Don’t miss your copy of The Daily Telegraph this Saturday so you can start building your Thatcher collection with a further seven DVDs free with your paper between Sunday, April 13 to Saturday, April 19. Until then, for more information on all of the DVDs that
make up the collection click here .
Kind regards,
William Lewis
Editor-in-Chief,
There would be a temptation to respond to Mr Lewis in various ways, but instead there is just one point with which I would want to take issue. “The Western World’s first female leader”, really?
“The Western World” is not a geographical term, it would include Australia, New Zealand and Japan, it is a term applied to countries sharing particular cultural, political and economic characteristics. Taking the Western World in those terms, Margaret Thatcher was ten years behind the first female leader.
In 1969 another country elected its first female prime minister. It is one that shares cultural, political and economic features common to the West; one that, at the time, had a strongly European population; one that even plays football in Europe and participates in the Eurovision Song Contest. On 17th March 1969, Golda Meir became leader of Israel.
Mrs Thatcher may have been many things, but she was not the Western World’s first female leader, unless the Daily Telegraph is to say that in 1969 Israel was not part of the West.

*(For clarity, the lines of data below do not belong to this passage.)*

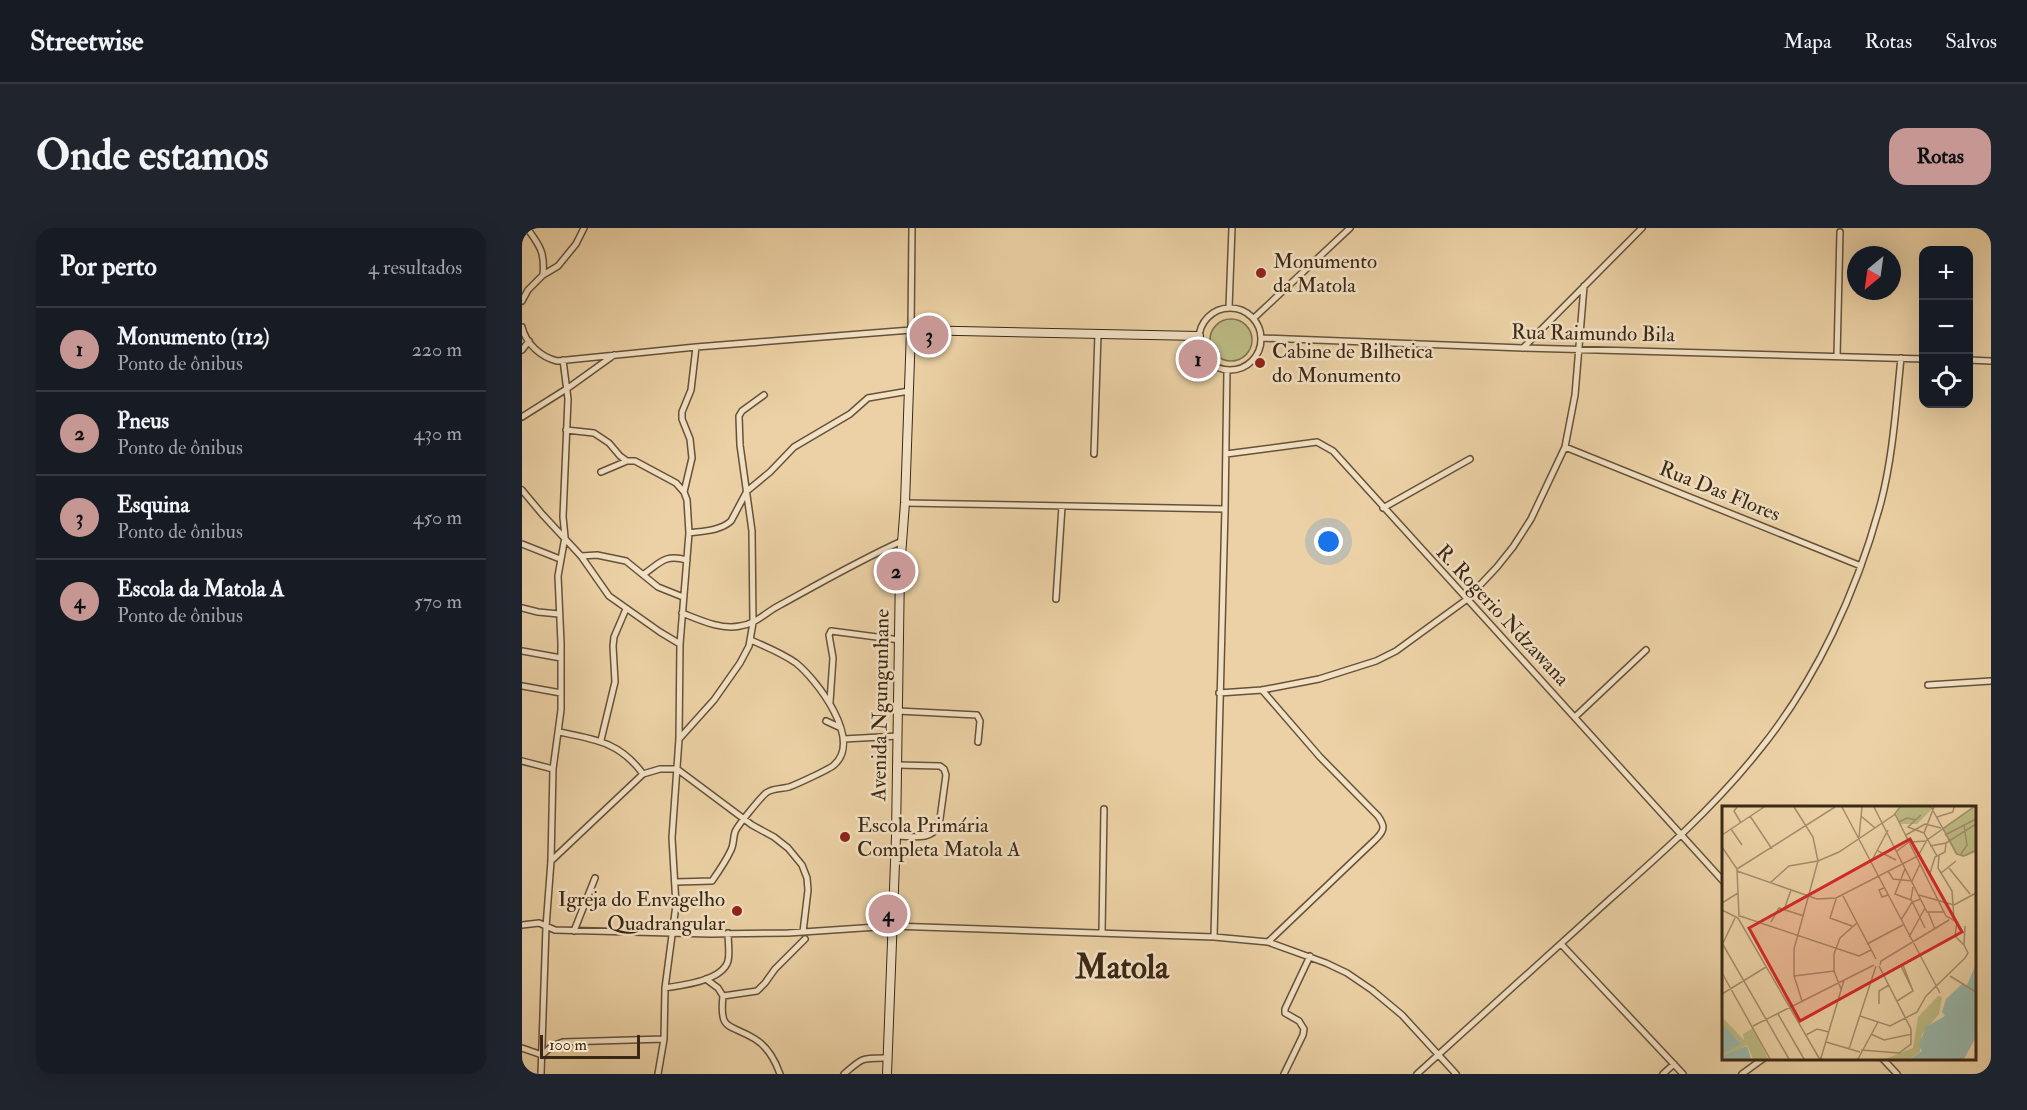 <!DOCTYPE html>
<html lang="pt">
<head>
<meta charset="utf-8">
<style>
  body { margin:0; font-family:"IM FELL Double Pica",serif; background:#20242c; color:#f1f3f6 }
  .controls { position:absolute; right:18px; top:18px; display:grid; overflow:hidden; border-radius:12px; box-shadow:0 6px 24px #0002 }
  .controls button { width:54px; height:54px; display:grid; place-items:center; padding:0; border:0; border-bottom:2px solid #363941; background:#171b24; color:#f1f3f6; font:30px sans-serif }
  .compass { position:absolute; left:1325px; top:18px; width:54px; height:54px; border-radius:50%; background:#171b24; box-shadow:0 6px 24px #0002; rotate:209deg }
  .scale { position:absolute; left:18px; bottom:15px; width:100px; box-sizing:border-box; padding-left:6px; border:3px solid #3a2816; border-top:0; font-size:16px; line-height:21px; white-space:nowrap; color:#3a2816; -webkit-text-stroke:4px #f2e1c4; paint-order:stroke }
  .you { position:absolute; left:807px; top:314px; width:21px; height:21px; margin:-15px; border:4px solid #fff; border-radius:50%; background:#1a73e8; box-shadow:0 0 0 9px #1a73e833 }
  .badge { display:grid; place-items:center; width:39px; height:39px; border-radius:50%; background:#c59692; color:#111; font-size:20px; font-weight:700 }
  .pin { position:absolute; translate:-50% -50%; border:3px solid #fff; box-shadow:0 2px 6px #0006 }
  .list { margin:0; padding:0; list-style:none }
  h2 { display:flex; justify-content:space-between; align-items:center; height:78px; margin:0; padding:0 24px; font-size:26px }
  h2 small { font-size:20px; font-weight:400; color:#9ea1a6 }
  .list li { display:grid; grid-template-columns:39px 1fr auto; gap:18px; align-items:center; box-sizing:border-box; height:84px; padding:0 24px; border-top:2px solid #363941 }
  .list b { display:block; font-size:22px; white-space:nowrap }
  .list p { margin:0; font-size:20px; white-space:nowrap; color:#9ea1a6 }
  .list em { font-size:20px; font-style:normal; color:#9ea1a6 }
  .icon { flex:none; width:33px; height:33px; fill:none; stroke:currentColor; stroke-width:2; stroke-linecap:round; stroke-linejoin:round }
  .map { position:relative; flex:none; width:1469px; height:846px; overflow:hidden; border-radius:18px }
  header { display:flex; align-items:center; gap:36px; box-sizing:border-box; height:84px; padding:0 30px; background:#171b24; border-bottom:2px solid #363941 }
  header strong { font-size:28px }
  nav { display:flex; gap:33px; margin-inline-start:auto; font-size:21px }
  .intro { display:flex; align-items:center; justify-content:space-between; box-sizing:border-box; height:144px; padding:0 36px }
  h1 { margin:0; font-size:42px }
  .button { padding:15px 27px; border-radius:18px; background:#c59692; color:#111; font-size:21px; font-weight:700 }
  main { display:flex; gap:36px; padding:0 36px }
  aside { flex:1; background:#171b24; border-radius:18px; box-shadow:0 6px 24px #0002 }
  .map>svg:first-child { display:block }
  .green { fill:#bcba83; stroke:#7b714c; stroke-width:1.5 }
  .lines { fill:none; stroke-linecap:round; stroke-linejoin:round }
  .street-casing { stroke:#66523a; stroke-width:8 }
  .secondary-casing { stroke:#3a2816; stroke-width:10 }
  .street { stroke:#f2e1c4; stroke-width:5 }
  .secondary { stroke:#f2e1c4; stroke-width:8 }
  .poi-dot { fill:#8f2418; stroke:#f2e1c4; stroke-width:2 }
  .labels { text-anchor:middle; stroke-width:5; stroke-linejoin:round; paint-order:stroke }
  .poi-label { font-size:21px; fill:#3a2816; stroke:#f2e1c4; text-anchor:start }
  .street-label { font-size:21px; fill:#3a2816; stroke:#f2e1c4 }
  .town-label { font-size:33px; font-weight:bold; fill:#3a2816; stroke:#f2e1c4 }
  .inset-road { fill:none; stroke:#a48d6c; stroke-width:1.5 }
  .view { fill:#d62828; fill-opacity:0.15; stroke:#d62828; stroke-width:3 }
  .inset-edge { fill:none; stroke:#3a2816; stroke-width:3 }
</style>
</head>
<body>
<header>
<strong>Streetwise</strong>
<nav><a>Mapa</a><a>Rotas</a><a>Salvos</a></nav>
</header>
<div class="intro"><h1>Onde estamos</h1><a class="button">Rotas</a></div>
<main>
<aside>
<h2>Por perto<small>4 resultados</small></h2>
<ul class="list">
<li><span class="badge">1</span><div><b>Monumento (112)</b><p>Ponto de ônibus</p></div><em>220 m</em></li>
<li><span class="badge">2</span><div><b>Pneus</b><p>Ponto de ônibus</p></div><em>430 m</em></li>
<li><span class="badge">3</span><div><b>Esquina</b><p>Ponto de ônibus</p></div><em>450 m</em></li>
<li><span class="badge">4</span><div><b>Escola da Matola A</b><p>Ponto de ônibus</p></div><em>570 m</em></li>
</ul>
</aside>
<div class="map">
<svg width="1469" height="846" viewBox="0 0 1469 846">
  <rect width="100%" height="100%" fill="#ebd1a5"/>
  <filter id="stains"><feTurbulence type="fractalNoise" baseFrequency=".00333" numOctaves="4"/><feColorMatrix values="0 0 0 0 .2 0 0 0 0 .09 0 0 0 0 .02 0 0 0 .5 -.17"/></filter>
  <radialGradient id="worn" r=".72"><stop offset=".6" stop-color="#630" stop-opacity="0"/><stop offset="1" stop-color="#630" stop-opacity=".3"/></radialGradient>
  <!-- green -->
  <path class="green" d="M688 112a21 21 0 1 1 42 0a21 21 0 1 1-42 0Z"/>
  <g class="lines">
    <!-- street casing -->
    <g class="street-casing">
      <path id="street" d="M 5,0 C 18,18 23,24 21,47
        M 0,73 L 6,62 L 21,47 L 36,38 L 54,16 L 62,0
        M677 111a31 31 0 1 1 62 0a31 31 0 1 1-62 0Z
        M 707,80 L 710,0
        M 732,90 L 828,0
        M 0,99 C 4,116 19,129 35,133 L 174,119 L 389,102 L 390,0
        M 740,110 L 1001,120 L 1402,131
        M 1001,120 L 1120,0
        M 0,122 L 7,113
        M 1315,128 L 1318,4
        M 1446,132 L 1469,133
        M 0,189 L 46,160 L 92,127
        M 44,202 L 72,205 L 87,215 L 98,228 L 105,233 L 113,233 L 154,255 L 162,264 L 165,272 L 167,305 L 158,416 L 157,511 L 150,610 L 154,677 L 143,760 L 142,811 L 136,846
        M 1043,219 L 1339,338
        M 572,226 L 576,106
        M 704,226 L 795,214 L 811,223 L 1202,654
        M 79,244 L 105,233
        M 0,262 L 20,286 L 59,328 L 87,368 L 138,404 L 158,416
        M 162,264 L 170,230 L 168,211 L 160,191 L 160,184 L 169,162 L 174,119
        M 383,275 L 703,281
        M 861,280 L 948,231
        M 167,305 C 181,303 198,303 209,293 L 225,263 L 248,244 L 272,219 L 328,186 L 346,170 L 387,163
        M 0,316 L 38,331
        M 59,328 L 75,327 L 104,333 L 136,359 L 161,369
        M 122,346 C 139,334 143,326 165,332
        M 534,371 L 540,278
        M 0,380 L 16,384 L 37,386
        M 160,385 C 178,392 199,402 218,398 C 234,396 244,384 258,377 C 298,355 338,332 380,313
        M 0,423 L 39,430
        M 1406,457 L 1469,453
        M 0,458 L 39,465
        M 740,462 L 798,529 L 856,588 C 863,598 863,602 854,611 L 746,714
        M 697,465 L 740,462 L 797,451 L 854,433 L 874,423 L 944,372 L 975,339 L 991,319 L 1009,291 L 1043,219 L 1053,167 L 1062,58
        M 308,474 L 311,430 L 307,407 L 309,403 L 378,412
        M 376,483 L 455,487 L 458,493 L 456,514
        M 1053,489 L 1124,422
        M 304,493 L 317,499
        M 37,504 C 72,511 98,514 121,546
        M 157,511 L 192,472 L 218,435 L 227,418 L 231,395 L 230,303 L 218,217 L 217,188 L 220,183 L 242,167
        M 322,511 L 376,508
        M 79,512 L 93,454 L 91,418 L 92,409 L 104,381
        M 0,533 L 31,541
        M 374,608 C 391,608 408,613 417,598 L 424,547 L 422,541 L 418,538 L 376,537
        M 29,633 L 121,546 L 138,541 L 155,541 L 230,597 L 252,609 L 266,620 L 280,637 L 285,650 L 286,662 L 281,704
        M 154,654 L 190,653 C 197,643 204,633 209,622 C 212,616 211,610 213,604 C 215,598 239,569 244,565 C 250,560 260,561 267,559 C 273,557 308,541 312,537 C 341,512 295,452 274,435 C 260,425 244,419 229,412
        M 0,697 L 17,695 L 33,702 L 188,706 L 266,705 L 370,698 L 692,709 L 746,714 L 804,735 L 825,745 L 850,762 L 880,787 L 934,846
        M 52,703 L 73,650
        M 580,704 L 582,581
        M 692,709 L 703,281 L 705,142
        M 1039,716 L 1161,846
        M 184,751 L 196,760 L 201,768 C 197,805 208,795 233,811 C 246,819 253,832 258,846
        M 143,760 C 161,757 200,753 206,733 C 208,725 206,714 206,705
        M 201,768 L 235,763 L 243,755 L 253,741 L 283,711
        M 0,820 L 20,827 L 30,818 L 41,814 L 142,811
        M 1360,830 L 1375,846
        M 19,846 L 24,699 L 29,633 L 31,541 L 39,482 L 39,415 L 36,348 L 43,309 L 41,289 L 46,171 L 41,132
        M 322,846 C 341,829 340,830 366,830
        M 762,846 L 781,807 L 782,801 L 777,793 L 763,785 L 763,781 L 788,728
        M 895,846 C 959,788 1023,730 1087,672 C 1139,626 1191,580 1235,525 C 1294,453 1335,364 1359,274 C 1371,228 1374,178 1379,130
        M 1141,846 L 1152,836
        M 1220,846 L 1242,830"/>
    </g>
    <!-- secondary casing -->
    <g class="secondary-casing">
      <path id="secondary" d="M 365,846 L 374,608 L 378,341 L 383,275 L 389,102 L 677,108"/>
    </g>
    <!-- street -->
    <use href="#street" class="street"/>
    <!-- secondary -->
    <use href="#secondary" class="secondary"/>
  </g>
  <!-- markers -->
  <g class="poi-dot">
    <circle cx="739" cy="45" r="6"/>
    <circle cx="738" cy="135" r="6"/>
    <circle cx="323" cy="609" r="6"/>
    <circle cx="215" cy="683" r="6"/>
  </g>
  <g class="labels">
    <!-- poi labels -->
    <g class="poi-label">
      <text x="751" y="40">Monumento<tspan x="751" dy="24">da Matola</tspan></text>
      <text x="750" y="130">Cabine de Bilhetica<tspan x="750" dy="24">do Monumento</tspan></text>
      <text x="335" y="604">Escola Primária<tspan x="335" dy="24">Completa Matola A</tspan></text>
      <text x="203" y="678" text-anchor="end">Igreja do Envagelho<tspan x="203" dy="24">Quadrangular</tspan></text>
    </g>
    <!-- street labels -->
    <g class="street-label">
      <text transform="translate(1071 105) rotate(1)" y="7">Rua Raimundo Bila</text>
      <text transform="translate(1198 263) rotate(22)" y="7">Rua Das Flores</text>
      <text transform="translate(981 387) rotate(47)" y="7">R. Rogerio Ndzawana</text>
      <text transform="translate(358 477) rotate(-89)" y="7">Avenida Ngungunhane</text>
    </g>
    <!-- town labels -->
    <g class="town-label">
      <text x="600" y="750">Matola</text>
    </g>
  </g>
  <!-- overview -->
  <g transform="translate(1200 578)">
    <rect width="254" height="254" fill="#ebd1a5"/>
    <path d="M 178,1 L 209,1 L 209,4 L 195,18 L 178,18 L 174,8 ZM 250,1 L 253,1 L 253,47 L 241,51 L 233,48 L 220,22 ZM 216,190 L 220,191 L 217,208 L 200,228 L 198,246 L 188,253 L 163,253 L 191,242 L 196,211 ZM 0,211 L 22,234 L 21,228 L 31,222 L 46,253 L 31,253 L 25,239 L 0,253 Z" fill="#bcba83"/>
    <path d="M 253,160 L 253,233 L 242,253 L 189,253 L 200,245 L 197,239 L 204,221 L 223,210 L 220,206 L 224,193 L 240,178 L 245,179 ZM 0,218 L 19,238 L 0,248 ZM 25,240 L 29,253 L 1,253 L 0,250 Z" fill="#98b7aa"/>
    <path class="inset-road" d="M 15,1 L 12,5 L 19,17M 72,1 L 91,31 L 96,55 L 72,143 L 72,170 L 80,195M 120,1 L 218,187M 152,1 L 205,106 L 223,106M 209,1 L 235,48 L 242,50 L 254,44M 212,1 L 202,27 L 215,50M 173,8 L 224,110 L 235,116 L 233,130 L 242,139M 199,9 L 186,21 L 202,27M 28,10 L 50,43M 139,10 L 153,22M 215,11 L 231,6 L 232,1M 177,16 L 185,12 L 194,14M 9,23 L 20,39M 0,29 L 42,1M 184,29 L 203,18 L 219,22M 223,29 L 254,13M 137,31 L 140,1M 208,40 L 224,37 L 254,18M 0,41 L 15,63 L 17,111M 156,45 L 174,54M 175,45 L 187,36 L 205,35M 239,48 L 245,39 L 242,19M 217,50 L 216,62 L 230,85 L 232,113M 149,56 L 166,24M 227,62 L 248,88M 15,63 L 113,1M 183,63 L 173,88 L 189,94M 15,65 L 95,93 L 114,92 L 196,50 L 205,34 L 252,1M 166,65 L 171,73 L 190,75 L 198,58M 208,67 L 213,51 L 223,46 L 224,37M 219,67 L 234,55M 48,77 L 67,60 L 96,55 L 117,46 L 172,9 L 178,1M 191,81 L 189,93 L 203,122M 162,82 L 157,84 L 160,91 L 166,89M 197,89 L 232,99 L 254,87M 121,90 L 154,153M 114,93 L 108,112 L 130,120M 0,97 L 16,87M 0,104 L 16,112 L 97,252 L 101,253M 62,104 L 69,84M 206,106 L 213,123M 18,110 L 137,150 L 149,144M 179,114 L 190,96 L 199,93M 49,116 L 57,102 L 82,110M 187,131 L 203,102M 0,137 L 67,253M 1,137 L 13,112M 145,138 L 181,119M 242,139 L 243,120M 158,159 L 159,155 L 227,114M 181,159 L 191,185M 0,167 L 48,253M 72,170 L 112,165M 228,170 L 254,186M 119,183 L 112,165 L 112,148 L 118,132 L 135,117M 0,188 L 44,161M 175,195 L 191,185 L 179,160 L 196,150M 157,198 L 157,185 L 167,179M 56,208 L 82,253M 138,210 L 168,220 L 195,206 L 204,190 L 243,152 L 246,147 L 242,139M 31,220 L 152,159M 149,228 L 162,234 L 190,228M 84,229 L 95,223 L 107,226M 104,236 L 138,246M 127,243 L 154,160M 139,244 L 177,247 L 189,238 L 189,223 L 157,160M 99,252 L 122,174M 136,253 L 156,216"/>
    <path class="view" d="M 188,33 L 240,126 L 78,215 L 27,122 Z"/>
    <rect width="254" height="254" class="inset-edge"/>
  </g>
  <rect width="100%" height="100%" filter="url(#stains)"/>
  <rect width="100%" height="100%" fill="url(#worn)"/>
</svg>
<div class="controls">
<button>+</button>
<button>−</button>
<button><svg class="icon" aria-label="locate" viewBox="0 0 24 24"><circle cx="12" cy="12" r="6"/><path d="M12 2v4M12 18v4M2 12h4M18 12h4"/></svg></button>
</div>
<svg class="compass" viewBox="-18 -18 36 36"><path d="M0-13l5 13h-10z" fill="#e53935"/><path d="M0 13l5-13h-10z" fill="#9ea1a6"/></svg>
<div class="scale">100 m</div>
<div class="you"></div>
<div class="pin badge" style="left:676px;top:131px">1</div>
<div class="pin badge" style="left:374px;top:343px">2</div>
<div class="pin badge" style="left:407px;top:107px">3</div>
<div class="pin badge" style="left:366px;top:686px">4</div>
</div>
</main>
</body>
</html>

Golda Meir is regularly forgotten.
Why is she so easily air-brushed from history?
Grannymar,
The policies of the Israeli government have alienated people allowing anti-Semitism to slip in under the radar. I have heard so called “liberal” people say astonishing things that they wouldn’t dare say about any other group of people.
The turning away from Israel has meant that even the Daily Telegraph, which I read on Saturdays and during holidays, has forgotten about Golda Meir.
I’d forgotten about her too. Indira Ghandi came to mind (although not in the ‘western world’ I admit). Is it anti-semitism or anti Israel? I must say I don’t think of it as a Jewish state but rather just an increasingly defensive nation. Enjoy your DVD’s! (Shame it’s not the life of Merv Hughes!)
Baino,
I agree with you, it is the Israeli state, and not all of it is in favour the security policies, and only a tiny part of it is Zionist. However, I have met anti-Semitism presenting itself in the guise of being against the Israeli government.
I always think of Merv as the archetypal Australian 😉
I still associate Maggie with maternity care???
My first child was born after a long night in labour, as the sun rose on 08/06/83 and I was then subjected to a full day of non-stop news coverage of Maggie’s re-election to power, loudly blaring from a TV in the middle of a large post-natal ward.
Give me labour/Labour any day 😉
Well spotted. Hmm, an eight-DVD collection, not for the faint-hearted then. I waited many a year for that reign of terror to end, and have no wish to revisit those years. Not that the current lot are any improvement.